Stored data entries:
_ _ _
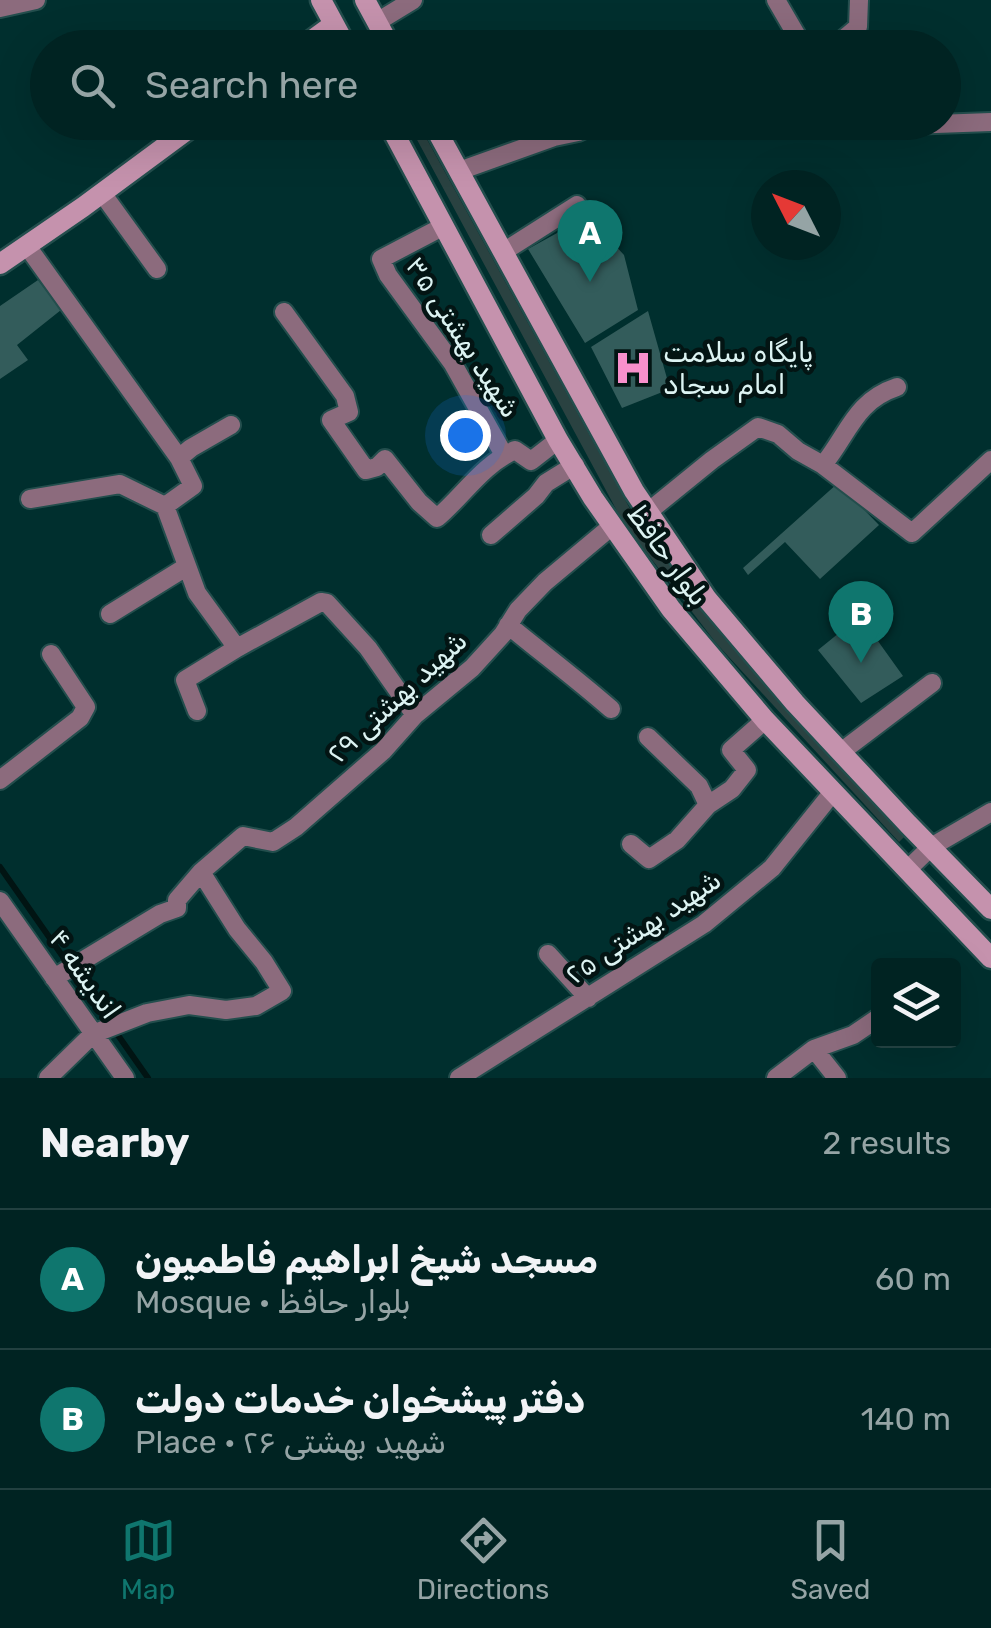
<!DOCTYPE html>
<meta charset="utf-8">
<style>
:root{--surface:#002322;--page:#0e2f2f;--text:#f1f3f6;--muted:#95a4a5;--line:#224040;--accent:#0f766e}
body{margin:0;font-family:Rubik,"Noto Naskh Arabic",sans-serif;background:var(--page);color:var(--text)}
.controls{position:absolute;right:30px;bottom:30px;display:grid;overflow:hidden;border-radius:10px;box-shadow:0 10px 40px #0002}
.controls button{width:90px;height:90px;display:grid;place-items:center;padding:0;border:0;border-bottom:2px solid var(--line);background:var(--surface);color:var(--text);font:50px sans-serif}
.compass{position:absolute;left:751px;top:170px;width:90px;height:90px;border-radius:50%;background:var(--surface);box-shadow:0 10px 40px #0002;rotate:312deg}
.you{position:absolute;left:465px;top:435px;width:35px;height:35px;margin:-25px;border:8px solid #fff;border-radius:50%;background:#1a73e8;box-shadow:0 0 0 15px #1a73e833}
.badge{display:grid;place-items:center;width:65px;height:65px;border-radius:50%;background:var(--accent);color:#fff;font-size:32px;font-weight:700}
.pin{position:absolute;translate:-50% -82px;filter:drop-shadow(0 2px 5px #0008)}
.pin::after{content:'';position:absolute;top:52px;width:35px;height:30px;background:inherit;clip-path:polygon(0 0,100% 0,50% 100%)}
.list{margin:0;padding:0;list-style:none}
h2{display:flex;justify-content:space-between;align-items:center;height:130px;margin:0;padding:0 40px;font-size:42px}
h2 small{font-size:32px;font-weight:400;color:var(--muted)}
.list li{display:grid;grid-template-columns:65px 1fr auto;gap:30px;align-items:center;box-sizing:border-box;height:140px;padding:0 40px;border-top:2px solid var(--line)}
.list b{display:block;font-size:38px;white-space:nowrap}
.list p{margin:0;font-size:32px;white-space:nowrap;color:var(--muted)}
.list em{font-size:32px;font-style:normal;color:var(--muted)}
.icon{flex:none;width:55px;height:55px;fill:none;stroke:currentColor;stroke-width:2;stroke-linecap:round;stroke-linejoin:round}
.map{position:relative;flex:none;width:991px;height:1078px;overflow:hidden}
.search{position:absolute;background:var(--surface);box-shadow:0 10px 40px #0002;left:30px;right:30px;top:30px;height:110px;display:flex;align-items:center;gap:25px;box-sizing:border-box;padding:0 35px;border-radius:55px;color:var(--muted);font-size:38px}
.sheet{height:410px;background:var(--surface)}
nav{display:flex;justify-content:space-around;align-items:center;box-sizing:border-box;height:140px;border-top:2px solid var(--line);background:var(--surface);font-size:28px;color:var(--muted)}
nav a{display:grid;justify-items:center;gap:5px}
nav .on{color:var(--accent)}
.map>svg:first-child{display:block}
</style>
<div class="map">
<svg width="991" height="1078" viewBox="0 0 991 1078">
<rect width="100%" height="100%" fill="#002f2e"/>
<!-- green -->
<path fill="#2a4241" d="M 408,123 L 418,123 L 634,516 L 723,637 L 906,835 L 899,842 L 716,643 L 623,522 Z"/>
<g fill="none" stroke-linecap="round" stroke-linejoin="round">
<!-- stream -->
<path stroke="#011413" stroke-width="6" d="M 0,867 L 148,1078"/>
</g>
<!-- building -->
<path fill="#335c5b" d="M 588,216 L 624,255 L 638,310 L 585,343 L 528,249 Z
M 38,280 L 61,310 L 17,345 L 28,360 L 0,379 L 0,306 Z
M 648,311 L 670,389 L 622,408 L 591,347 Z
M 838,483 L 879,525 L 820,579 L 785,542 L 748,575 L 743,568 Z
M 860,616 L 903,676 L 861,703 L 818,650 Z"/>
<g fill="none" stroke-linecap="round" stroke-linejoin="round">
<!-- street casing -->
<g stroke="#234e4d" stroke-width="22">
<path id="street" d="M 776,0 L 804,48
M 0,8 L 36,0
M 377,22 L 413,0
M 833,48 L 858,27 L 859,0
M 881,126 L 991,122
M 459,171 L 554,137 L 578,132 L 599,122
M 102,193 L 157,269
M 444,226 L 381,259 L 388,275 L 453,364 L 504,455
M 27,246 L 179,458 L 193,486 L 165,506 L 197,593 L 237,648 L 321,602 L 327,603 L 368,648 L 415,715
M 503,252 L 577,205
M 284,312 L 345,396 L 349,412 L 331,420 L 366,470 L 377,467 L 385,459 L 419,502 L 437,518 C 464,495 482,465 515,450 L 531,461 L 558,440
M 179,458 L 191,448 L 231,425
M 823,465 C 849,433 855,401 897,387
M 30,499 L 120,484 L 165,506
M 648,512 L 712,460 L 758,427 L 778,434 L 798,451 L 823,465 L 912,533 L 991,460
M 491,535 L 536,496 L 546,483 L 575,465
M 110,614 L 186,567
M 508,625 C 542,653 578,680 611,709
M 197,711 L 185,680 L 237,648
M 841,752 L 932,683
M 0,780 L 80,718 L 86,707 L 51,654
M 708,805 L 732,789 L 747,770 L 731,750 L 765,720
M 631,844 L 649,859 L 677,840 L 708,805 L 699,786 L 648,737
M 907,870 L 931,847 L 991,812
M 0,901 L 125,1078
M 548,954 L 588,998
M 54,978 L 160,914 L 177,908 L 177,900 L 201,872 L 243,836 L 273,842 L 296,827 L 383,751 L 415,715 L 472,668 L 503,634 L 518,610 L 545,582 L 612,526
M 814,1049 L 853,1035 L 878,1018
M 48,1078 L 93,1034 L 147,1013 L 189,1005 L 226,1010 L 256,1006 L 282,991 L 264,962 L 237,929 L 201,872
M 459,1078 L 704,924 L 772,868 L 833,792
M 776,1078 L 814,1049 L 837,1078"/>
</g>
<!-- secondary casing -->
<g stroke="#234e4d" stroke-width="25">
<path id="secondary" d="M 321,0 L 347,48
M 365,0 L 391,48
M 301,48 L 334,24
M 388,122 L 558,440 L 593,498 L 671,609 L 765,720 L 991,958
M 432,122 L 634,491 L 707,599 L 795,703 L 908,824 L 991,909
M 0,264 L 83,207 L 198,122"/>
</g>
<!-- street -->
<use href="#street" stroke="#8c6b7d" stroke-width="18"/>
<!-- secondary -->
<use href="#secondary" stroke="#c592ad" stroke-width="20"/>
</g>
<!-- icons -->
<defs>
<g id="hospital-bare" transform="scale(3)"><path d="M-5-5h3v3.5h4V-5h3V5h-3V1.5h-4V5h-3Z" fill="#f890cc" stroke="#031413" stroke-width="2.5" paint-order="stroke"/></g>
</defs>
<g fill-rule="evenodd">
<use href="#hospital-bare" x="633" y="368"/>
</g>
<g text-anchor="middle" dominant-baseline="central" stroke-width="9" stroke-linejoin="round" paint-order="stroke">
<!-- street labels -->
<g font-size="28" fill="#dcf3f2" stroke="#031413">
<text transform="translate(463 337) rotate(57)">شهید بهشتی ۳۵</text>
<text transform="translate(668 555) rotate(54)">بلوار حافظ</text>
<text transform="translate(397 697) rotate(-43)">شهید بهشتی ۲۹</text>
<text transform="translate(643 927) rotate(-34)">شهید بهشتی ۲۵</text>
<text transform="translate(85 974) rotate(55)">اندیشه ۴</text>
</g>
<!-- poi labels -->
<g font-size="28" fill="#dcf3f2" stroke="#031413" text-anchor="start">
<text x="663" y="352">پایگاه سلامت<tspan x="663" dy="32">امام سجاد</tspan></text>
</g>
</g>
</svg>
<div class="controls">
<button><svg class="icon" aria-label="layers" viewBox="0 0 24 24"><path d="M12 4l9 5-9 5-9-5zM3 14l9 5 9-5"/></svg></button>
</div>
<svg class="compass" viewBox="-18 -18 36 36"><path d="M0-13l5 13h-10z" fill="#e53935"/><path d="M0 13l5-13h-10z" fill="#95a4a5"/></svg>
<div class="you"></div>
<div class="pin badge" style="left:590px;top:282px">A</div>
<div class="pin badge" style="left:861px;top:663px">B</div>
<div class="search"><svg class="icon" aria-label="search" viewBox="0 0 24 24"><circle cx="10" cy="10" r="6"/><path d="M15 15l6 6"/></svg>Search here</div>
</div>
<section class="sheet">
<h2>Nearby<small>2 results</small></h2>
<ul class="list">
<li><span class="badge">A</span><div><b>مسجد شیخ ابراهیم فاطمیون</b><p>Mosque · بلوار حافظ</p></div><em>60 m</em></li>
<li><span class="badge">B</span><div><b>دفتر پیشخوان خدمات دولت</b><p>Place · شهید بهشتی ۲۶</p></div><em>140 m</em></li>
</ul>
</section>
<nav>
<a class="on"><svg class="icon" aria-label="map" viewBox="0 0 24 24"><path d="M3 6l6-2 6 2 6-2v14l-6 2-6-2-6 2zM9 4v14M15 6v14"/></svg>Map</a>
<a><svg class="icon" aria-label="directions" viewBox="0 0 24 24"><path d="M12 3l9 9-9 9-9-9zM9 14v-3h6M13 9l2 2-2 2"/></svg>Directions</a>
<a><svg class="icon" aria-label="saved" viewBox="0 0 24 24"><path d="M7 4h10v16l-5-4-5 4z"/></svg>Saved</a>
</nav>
_ _ _
* Brief *
Give back the records above exactly, limited to the lines between the one holding "408,123 L 418,123" and the one holding "M 503,252 L 577,205", inclusive.

* Answer to this task *
<path fill="#2a4241" d="M 408,123 L 418,123 L 634,516 L 723,637 L 906,835 L 899,842 L 716,643 L 623,522 Z"/>
<g fill="none" stroke-linecap="round" stroke-linejoin="round">
<!-- stream -->
<path stroke="#011413" stroke-width="6" d="M 0,867 L 148,1078"/>
</g>
<!-- building -->
<path fill="#335c5b" d="M 588,216 L 624,255 L 638,310 L 585,343 L 528,249 Z
M 38,280 L 61,310 L 17,345 L 28,360 L 0,379 L 0,306 Z
M 648,311 L 670,389 L 622,408 L 591,347 Z
M 838,483 L 879,525 L 820,579 L 785,542 L 748,575 L 743,568 Z
M 860,616 L 903,676 L 861,703 L 818,650 Z"/>
<g fill="none" stroke-linecap="round" stroke-linejoin="round">
<!-- street casing -->
<g stroke="#234e4d" stroke-width="22">
<path id="street" d="M 776,0 L 804,48
M 0,8 L 36,0
M 377,22 L 413,0
M 833,48 L 858,27 L 859,0
M 881,126 L 991,122
M 459,171 L 554,137 L 578,132 L 599,122
M 102,193 L 157,269
M 444,226 L 381,259 L 388,275 L 453,364 L 504,455
M 27,246 L 179,458 L 193,486 L 165,506 L 197,593 L 237,648 L 321,602 L 327,603 L 368,648 L 415,715
M 503,252 L 577,205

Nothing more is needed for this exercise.